- TASK BRIEF: Search for the word "rows" in the entries. Each line that holds it should be copied.

- MATERIAL PROVIDED:
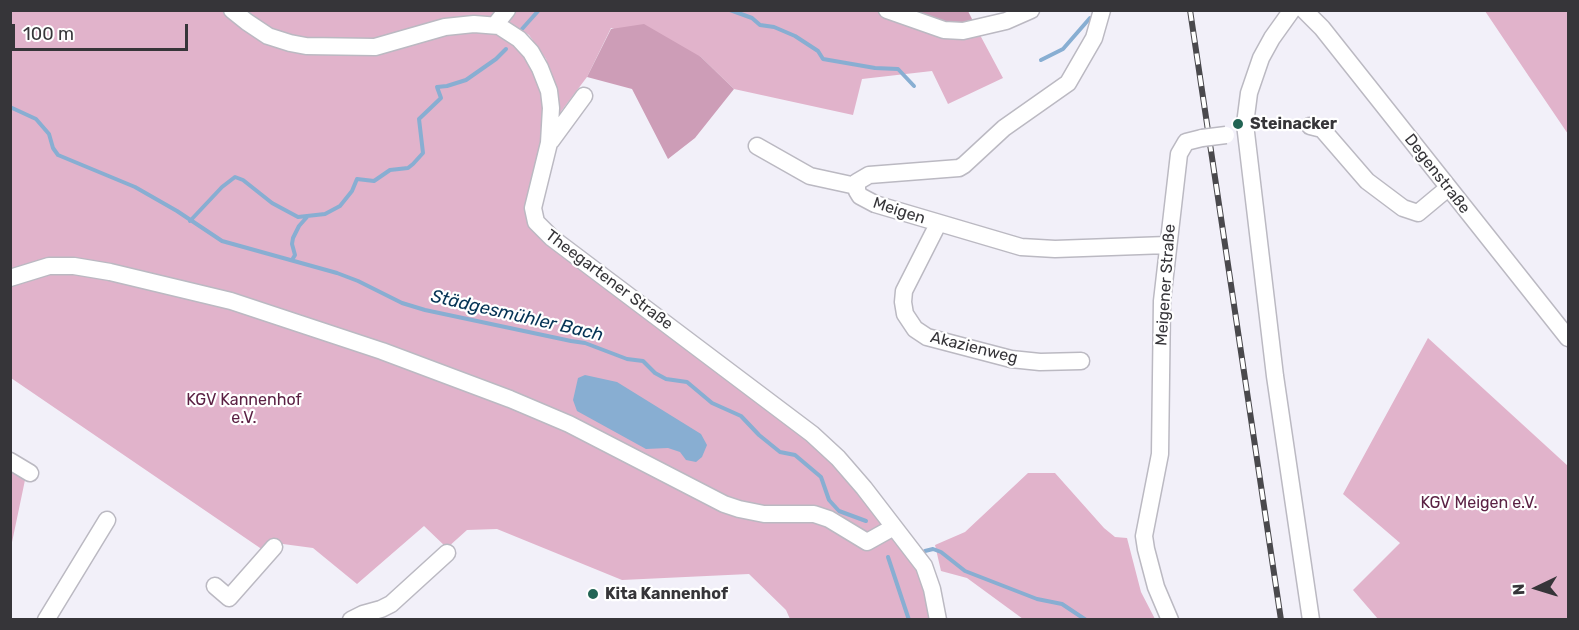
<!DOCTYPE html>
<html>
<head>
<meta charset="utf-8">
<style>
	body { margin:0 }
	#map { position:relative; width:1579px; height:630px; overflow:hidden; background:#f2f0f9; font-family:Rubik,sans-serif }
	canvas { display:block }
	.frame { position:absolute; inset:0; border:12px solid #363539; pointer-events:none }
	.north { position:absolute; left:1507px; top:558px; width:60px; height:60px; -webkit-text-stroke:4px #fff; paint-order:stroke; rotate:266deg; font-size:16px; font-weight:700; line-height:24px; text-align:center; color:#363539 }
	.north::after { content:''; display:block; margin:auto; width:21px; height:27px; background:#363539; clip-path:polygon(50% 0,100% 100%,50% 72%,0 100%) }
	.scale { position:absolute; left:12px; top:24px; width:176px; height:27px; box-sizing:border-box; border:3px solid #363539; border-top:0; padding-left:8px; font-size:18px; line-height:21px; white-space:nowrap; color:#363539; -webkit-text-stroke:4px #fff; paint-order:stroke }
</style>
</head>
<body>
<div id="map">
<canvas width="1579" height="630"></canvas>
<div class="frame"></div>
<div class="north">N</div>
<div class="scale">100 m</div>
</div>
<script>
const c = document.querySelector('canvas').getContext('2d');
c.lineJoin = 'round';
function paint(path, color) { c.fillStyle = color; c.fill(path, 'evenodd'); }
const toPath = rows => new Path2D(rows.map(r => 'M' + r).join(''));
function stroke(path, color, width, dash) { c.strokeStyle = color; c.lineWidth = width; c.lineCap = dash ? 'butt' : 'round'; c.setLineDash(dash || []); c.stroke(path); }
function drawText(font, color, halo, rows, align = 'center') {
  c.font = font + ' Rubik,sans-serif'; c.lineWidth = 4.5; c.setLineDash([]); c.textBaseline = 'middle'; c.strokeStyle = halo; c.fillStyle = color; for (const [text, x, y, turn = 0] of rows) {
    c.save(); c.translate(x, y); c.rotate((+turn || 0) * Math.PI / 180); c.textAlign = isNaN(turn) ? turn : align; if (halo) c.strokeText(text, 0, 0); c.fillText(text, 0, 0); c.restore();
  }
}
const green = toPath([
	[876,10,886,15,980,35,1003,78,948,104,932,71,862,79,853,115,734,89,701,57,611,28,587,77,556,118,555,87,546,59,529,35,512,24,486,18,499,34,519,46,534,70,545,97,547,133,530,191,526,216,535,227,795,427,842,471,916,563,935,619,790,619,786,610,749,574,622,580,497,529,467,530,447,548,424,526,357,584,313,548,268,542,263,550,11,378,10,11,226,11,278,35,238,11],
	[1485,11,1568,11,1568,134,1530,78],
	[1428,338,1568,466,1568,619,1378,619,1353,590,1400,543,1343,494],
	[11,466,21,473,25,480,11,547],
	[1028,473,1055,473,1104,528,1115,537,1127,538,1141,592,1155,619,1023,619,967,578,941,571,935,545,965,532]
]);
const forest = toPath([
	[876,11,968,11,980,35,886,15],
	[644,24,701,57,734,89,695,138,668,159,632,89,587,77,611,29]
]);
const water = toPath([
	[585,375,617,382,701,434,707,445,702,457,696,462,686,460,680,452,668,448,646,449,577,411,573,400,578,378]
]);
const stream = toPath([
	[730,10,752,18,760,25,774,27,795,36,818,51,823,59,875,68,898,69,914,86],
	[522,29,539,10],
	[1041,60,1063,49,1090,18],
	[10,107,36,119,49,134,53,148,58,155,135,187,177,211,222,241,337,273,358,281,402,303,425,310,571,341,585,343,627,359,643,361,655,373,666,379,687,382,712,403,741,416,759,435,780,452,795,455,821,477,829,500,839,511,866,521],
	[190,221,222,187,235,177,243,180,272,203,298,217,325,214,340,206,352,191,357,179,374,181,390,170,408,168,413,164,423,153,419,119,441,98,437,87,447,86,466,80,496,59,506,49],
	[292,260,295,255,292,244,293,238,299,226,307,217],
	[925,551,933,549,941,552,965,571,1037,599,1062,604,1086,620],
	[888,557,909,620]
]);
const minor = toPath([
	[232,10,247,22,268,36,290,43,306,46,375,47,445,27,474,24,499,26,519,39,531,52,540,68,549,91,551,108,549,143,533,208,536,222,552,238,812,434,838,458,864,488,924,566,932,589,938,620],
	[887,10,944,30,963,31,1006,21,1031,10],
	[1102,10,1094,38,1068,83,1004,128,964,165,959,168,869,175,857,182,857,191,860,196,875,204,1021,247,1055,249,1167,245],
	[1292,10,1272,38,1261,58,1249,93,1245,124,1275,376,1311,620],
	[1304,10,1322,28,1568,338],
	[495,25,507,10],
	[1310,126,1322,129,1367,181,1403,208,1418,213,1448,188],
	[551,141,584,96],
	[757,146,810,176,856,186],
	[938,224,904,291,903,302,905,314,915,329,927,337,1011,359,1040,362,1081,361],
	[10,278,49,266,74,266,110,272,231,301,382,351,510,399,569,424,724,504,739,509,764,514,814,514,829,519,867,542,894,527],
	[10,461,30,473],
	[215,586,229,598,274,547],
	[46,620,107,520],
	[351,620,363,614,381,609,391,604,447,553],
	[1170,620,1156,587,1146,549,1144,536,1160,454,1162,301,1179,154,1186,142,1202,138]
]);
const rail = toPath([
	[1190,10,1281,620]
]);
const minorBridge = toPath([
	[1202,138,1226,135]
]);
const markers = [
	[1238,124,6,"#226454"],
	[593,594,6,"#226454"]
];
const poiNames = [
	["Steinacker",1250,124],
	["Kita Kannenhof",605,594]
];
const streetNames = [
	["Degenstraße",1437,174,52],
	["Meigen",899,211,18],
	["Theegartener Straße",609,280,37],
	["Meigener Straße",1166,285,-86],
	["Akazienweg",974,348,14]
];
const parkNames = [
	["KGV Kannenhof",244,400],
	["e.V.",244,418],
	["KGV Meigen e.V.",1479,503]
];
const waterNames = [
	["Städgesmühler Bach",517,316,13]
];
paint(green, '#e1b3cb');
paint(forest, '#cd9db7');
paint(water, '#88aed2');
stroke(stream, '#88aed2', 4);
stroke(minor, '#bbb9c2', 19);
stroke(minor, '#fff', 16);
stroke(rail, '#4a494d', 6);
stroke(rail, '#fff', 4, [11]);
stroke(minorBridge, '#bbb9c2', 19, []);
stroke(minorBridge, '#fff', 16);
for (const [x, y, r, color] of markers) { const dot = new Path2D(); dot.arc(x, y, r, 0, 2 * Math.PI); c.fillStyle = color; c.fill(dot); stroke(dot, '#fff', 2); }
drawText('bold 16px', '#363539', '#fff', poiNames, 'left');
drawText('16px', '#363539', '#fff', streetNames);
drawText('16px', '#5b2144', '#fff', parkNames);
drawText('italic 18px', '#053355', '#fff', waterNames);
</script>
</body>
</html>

==

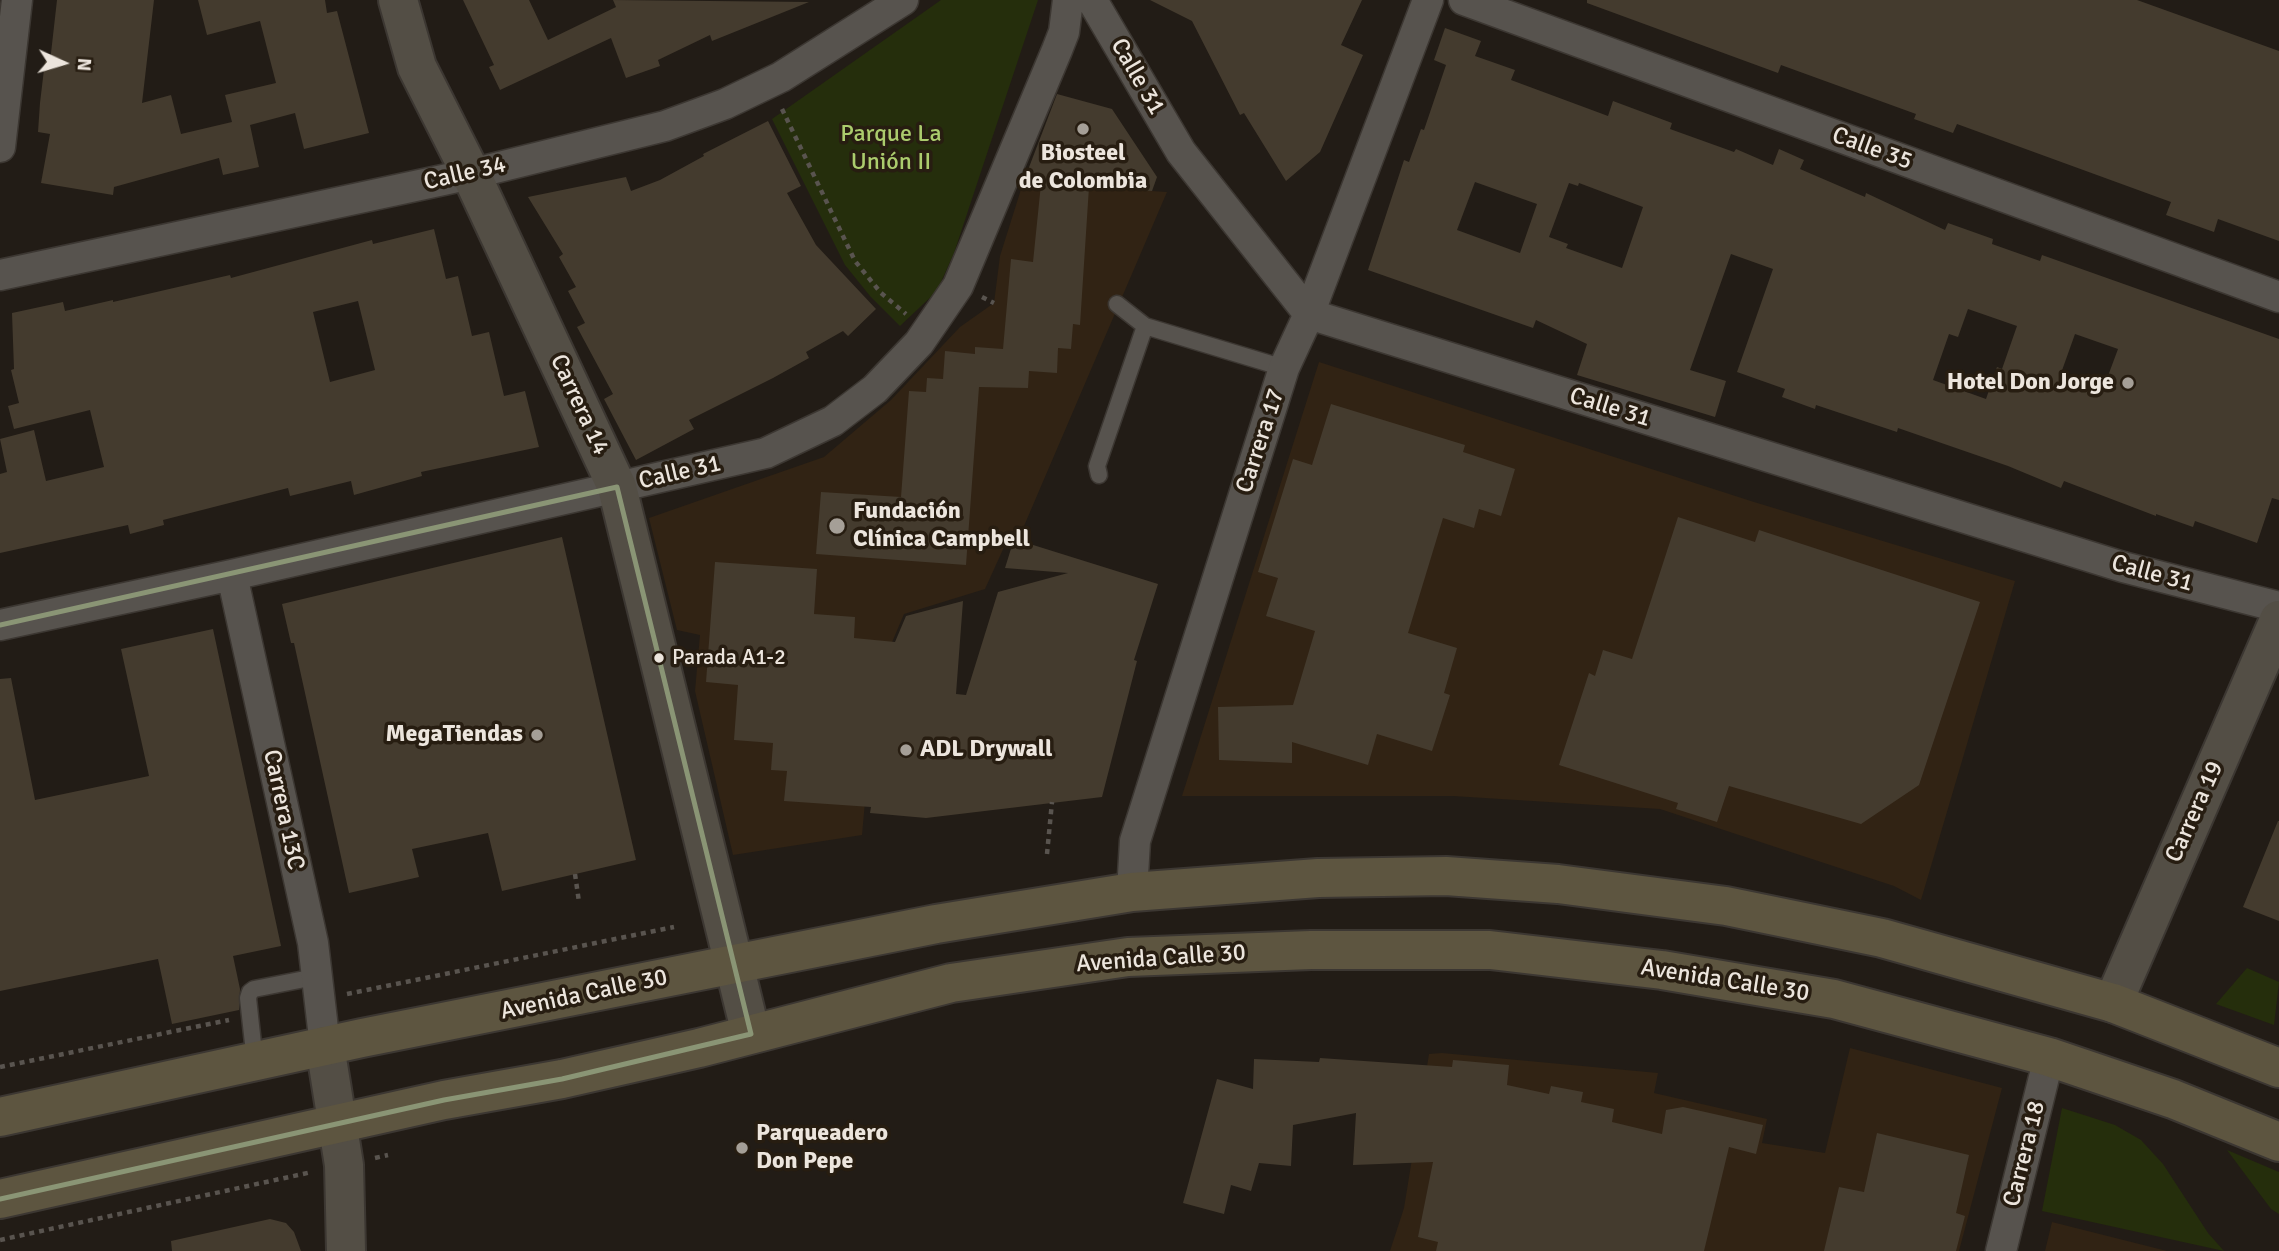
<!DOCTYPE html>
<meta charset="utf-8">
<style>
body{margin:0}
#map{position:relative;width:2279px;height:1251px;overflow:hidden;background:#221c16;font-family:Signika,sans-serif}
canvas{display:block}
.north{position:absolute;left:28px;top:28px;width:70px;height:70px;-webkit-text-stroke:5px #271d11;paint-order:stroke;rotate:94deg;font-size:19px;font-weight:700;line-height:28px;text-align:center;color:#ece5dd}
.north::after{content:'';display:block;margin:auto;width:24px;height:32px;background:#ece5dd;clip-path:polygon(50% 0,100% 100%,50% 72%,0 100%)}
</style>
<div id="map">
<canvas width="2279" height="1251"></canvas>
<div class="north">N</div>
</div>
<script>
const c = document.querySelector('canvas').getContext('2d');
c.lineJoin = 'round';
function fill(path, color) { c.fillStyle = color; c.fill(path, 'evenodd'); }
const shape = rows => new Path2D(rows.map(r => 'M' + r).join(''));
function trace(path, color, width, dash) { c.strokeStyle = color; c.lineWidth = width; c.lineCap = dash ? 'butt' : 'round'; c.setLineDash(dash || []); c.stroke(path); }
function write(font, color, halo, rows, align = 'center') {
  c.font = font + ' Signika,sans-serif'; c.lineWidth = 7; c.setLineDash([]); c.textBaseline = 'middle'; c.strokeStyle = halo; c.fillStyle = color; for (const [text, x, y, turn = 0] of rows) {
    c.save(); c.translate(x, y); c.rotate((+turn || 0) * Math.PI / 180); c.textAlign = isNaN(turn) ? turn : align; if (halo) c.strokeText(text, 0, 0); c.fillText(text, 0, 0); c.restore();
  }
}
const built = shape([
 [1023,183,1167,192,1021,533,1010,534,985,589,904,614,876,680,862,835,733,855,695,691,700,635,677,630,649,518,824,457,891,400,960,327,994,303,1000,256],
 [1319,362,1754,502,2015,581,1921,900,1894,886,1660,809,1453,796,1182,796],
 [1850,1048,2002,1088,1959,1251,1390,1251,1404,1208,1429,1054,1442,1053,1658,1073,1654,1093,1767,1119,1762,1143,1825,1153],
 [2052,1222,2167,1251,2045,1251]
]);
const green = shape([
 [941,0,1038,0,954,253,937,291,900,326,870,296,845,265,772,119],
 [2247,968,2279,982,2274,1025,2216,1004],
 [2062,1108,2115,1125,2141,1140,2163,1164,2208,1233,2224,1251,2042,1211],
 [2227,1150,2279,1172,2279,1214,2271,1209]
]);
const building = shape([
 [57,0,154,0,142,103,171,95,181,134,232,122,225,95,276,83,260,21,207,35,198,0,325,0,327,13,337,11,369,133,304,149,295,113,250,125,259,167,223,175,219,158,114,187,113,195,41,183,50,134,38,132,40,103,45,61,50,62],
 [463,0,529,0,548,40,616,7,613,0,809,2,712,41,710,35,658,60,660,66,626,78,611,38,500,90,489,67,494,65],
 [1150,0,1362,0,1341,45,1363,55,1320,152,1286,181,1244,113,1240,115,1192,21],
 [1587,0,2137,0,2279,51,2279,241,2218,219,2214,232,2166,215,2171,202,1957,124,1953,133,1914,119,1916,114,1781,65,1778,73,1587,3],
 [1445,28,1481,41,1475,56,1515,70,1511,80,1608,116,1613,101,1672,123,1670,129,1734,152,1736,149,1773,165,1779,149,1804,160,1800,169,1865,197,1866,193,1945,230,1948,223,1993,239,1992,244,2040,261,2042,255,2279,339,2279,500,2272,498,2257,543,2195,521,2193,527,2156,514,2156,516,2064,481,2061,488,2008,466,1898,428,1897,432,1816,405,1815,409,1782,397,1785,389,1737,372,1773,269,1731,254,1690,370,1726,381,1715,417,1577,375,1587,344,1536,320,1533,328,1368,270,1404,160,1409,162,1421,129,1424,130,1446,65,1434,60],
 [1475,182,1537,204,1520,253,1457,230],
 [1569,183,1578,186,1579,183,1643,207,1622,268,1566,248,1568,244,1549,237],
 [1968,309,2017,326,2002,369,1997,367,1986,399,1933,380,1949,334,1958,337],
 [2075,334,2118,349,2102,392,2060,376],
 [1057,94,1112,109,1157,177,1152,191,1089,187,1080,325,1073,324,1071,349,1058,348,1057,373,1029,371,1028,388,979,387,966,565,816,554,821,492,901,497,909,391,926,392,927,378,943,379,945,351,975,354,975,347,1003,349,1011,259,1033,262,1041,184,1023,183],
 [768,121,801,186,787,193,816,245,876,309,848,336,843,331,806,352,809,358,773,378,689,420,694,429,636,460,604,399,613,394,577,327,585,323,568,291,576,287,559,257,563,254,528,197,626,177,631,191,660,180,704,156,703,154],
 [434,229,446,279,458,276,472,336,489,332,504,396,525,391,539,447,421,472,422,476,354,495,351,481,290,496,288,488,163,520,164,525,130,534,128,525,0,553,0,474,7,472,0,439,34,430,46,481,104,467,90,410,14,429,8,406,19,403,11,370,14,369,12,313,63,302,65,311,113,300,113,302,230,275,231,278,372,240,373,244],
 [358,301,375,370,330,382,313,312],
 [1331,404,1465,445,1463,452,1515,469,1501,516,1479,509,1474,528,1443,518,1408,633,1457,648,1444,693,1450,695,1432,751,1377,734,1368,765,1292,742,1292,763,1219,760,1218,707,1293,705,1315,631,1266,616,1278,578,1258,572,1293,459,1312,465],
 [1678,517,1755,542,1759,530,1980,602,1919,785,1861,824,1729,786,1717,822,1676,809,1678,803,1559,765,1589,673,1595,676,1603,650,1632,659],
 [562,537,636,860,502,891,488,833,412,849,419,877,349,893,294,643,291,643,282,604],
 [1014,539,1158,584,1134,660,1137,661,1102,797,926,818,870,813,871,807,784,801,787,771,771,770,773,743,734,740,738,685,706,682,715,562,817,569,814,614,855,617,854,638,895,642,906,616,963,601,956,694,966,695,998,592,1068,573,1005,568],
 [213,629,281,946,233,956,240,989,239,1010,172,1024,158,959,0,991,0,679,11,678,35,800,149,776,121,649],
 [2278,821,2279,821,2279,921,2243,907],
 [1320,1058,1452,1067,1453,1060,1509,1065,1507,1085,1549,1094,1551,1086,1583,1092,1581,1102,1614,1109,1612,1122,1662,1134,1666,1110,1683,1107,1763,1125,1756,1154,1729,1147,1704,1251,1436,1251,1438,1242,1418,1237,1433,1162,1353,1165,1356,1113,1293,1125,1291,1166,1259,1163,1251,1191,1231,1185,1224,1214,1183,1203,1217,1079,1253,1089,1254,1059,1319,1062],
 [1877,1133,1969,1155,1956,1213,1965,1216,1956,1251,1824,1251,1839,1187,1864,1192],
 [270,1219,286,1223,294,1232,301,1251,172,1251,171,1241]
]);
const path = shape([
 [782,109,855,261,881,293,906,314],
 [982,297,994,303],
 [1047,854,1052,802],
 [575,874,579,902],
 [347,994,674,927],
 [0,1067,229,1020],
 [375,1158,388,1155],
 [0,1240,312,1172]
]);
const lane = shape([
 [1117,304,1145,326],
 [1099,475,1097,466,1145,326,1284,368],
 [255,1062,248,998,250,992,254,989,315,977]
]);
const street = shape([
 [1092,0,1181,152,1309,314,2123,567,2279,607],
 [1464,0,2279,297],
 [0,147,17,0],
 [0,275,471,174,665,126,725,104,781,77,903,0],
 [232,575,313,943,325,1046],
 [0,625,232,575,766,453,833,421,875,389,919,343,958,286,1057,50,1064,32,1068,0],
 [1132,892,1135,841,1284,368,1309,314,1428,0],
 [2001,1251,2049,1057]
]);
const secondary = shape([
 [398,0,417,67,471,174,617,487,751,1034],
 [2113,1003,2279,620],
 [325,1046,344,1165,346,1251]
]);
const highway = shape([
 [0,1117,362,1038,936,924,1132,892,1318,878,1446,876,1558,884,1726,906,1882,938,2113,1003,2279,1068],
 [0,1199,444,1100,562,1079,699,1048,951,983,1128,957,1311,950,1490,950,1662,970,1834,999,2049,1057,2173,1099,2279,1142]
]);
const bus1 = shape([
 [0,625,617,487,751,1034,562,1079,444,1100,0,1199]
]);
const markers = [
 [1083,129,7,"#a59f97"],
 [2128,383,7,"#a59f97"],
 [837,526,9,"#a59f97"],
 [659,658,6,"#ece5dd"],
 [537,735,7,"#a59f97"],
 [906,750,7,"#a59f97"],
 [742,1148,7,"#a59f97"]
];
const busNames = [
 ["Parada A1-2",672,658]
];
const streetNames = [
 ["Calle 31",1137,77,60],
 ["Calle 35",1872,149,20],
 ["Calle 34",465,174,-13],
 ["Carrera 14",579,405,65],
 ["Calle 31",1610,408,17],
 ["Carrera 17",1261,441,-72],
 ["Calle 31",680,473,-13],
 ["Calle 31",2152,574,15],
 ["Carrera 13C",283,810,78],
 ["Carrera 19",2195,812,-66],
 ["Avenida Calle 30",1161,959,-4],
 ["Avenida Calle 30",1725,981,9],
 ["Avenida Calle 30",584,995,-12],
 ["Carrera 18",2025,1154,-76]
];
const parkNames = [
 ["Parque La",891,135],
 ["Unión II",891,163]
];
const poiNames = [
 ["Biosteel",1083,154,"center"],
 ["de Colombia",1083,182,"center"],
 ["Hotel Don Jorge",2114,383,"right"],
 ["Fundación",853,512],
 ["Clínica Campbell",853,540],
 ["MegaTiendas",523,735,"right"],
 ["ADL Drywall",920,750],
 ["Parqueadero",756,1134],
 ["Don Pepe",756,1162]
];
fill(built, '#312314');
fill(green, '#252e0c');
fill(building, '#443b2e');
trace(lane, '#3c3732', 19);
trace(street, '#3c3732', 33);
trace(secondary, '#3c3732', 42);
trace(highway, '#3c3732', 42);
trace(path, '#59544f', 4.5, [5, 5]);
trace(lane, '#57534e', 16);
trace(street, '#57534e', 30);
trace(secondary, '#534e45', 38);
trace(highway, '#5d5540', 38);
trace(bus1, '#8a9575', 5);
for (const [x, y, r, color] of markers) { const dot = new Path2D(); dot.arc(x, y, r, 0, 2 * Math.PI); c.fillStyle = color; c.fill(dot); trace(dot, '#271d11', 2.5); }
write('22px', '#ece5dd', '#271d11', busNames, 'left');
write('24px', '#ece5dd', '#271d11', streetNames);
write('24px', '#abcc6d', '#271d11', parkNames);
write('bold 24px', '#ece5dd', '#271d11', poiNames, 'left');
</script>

- ANSWER BOX:
const toPath = rows => new Path2D(rows.map(r => 'M' + r).join(''));
function drawText(font, color, halo, rows, align = 'center') {
  c.font = font + ' Rubik,sans-serif'; c.lineWidth = 4.5; c.setLineDash([]); c.textBaseline = 'middle'; c.strokeStyle = halo; c.fillStyle = color; for (const [text, x, y, turn = 0] of rows) {
const shape = rows => new Path2D(rows.map(r => 'M' + r).join(''));
function write(font, color, halo, rows, align = 'center') {
  c.font = font + ' Signika,sans-serif'; c.lineWidth = 7; c.setLineDash([]); c.textBaseline = 'middle'; c.strokeStyle = halo; c.fillStyle = color; for (const [text, x, y, turn = 0] of rows) {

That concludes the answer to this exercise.